The Journey: 5 Levels of Enhancement

Level 0: Raw Script (Start Here!)

You're a researcher with an idea. Start with a normal Python script:

# train.py
import torch
from torch.utils.data import DataLoader
from my_model import MyModel

# Simple training script
device = torch.device("cuda" if torch.cuda.is_available() else "cpu")
model = MyModel().to(device)
dataset = MyDataset()
dataloader = DataLoader(dataset, batch_size=32)

print("Starting training...")
for epoch in range(10):
    print(f"Epoch {epoch+1}/10")
    for i, batch in enumerate(dataloader):
        loss = train_step(model, batch, device)
        if i % 10 == 0:
            print(f"Batch {i}, Loss: {loss:.4f}")

Pros: Quick to write, easy to experiment Cons: No progress bars, no logging, hard to track experiments


Level 1: Add Progress Bars

Want to see progress?

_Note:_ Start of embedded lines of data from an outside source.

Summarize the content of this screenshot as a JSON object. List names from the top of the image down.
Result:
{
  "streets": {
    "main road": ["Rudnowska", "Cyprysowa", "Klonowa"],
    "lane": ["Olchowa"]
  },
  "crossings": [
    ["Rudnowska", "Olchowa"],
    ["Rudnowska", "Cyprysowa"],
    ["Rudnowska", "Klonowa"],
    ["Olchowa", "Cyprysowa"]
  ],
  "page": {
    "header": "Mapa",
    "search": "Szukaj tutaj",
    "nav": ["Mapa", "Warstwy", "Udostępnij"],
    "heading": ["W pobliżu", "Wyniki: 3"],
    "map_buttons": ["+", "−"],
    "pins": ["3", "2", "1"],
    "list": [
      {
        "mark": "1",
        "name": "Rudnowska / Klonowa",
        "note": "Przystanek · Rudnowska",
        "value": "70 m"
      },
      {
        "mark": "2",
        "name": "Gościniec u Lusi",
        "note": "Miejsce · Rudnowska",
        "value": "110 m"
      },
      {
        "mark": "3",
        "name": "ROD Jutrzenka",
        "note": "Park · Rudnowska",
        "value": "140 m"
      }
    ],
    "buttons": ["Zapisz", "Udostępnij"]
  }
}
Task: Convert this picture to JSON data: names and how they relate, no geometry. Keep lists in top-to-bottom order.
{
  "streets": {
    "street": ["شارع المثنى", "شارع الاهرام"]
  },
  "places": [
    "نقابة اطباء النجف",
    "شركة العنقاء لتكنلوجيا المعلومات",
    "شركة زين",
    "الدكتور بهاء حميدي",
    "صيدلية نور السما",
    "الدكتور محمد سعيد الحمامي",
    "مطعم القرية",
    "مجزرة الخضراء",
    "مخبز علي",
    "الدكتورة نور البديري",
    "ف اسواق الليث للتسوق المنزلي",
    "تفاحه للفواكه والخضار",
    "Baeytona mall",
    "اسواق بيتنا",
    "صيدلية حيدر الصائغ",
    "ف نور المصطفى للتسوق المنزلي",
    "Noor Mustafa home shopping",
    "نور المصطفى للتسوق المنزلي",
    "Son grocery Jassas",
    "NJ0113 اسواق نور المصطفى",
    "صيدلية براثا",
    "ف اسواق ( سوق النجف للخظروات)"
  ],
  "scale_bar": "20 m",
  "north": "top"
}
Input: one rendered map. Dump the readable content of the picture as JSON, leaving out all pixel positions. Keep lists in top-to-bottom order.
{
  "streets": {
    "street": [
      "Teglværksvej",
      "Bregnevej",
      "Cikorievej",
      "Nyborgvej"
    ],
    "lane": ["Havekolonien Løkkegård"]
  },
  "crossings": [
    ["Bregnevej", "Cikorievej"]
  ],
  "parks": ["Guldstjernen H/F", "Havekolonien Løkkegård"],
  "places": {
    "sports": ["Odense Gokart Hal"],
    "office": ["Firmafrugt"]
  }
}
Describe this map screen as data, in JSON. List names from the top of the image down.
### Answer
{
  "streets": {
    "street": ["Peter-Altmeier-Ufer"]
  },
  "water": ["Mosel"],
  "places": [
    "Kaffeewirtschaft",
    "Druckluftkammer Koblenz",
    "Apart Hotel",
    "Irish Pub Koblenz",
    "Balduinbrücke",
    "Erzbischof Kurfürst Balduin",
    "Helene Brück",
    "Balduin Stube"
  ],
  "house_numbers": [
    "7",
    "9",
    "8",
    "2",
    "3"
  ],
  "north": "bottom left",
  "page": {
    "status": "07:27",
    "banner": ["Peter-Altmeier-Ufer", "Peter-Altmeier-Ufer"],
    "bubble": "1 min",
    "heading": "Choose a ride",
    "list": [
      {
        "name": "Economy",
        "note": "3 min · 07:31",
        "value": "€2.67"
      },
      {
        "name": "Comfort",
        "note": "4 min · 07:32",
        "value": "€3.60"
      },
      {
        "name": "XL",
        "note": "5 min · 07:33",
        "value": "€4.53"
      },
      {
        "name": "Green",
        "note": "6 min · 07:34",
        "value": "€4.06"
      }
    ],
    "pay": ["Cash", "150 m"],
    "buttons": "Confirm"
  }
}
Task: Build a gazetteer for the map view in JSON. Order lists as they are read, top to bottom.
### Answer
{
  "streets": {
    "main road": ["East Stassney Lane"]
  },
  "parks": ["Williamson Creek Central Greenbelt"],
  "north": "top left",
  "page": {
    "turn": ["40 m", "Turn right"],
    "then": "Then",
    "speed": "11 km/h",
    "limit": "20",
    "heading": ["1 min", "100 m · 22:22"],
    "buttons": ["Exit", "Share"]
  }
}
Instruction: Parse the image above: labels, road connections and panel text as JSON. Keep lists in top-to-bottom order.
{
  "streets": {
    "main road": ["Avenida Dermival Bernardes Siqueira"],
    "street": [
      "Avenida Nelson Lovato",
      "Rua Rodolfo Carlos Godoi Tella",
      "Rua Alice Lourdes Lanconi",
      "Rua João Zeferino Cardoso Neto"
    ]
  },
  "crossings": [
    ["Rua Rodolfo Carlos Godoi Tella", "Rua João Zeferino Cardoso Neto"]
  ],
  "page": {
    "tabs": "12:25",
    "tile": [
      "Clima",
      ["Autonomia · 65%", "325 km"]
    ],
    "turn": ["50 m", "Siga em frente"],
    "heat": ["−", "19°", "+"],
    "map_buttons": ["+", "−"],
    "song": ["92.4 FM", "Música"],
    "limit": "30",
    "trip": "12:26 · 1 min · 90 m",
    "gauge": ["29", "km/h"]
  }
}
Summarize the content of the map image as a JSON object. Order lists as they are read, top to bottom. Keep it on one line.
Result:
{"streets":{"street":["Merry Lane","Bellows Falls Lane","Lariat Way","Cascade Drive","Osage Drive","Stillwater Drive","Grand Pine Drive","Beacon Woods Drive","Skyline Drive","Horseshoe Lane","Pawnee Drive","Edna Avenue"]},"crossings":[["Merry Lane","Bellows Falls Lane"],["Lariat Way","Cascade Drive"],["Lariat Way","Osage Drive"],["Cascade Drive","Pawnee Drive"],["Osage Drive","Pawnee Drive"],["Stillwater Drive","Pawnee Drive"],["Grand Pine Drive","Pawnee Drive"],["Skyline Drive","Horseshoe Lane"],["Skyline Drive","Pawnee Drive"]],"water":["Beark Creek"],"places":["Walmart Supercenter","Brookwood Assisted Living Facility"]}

Just add one import:

# train.py
import torch
from torch.utils.data import DataLoader
from my_model import MyModel
from tipi.helpers import progress_bar  # ← Add this

device = torch.device("cuda" if torch.cuda.is_available() else "cpu")
model = MyModel().to(device)
dataset = MyDataset()
dataloader = DataLoader(dataset, batch_size=32)

# Add progress bars with minimal changes
for epoch in progress_bar(range(10), desc="Epochs"):  # ← Changed
    for batch in progress_bar(dataloader, desc="Training"):  # ← Changed
        loss = train_step(model, batch, device)

What you get:

  • Beautiful progress bars (via Rich)
  • Automatic time estimation
  • Works exactly like tqdm
  • No pipeline required!

Changes needed: 2 lines!


Level 2: Add Experiment Logging

Want to track your experiments in WandB?

# train.py
import torch
from torch.utils.data import DataLoader
from my_model import MyModel
from tipi.helpers import progress_bar, logger  # ← Add logger

# Initialize logging (runs once)
logger.init(project="my_research", entity="my_team")  # ← Add this

device = torch.device("cuda" if torch.cuda.is_available() else "cpu")
model = MyModel().to(device)
dataset = MyDataset()
dataloader = DataLoader(dataset, batch_size=32)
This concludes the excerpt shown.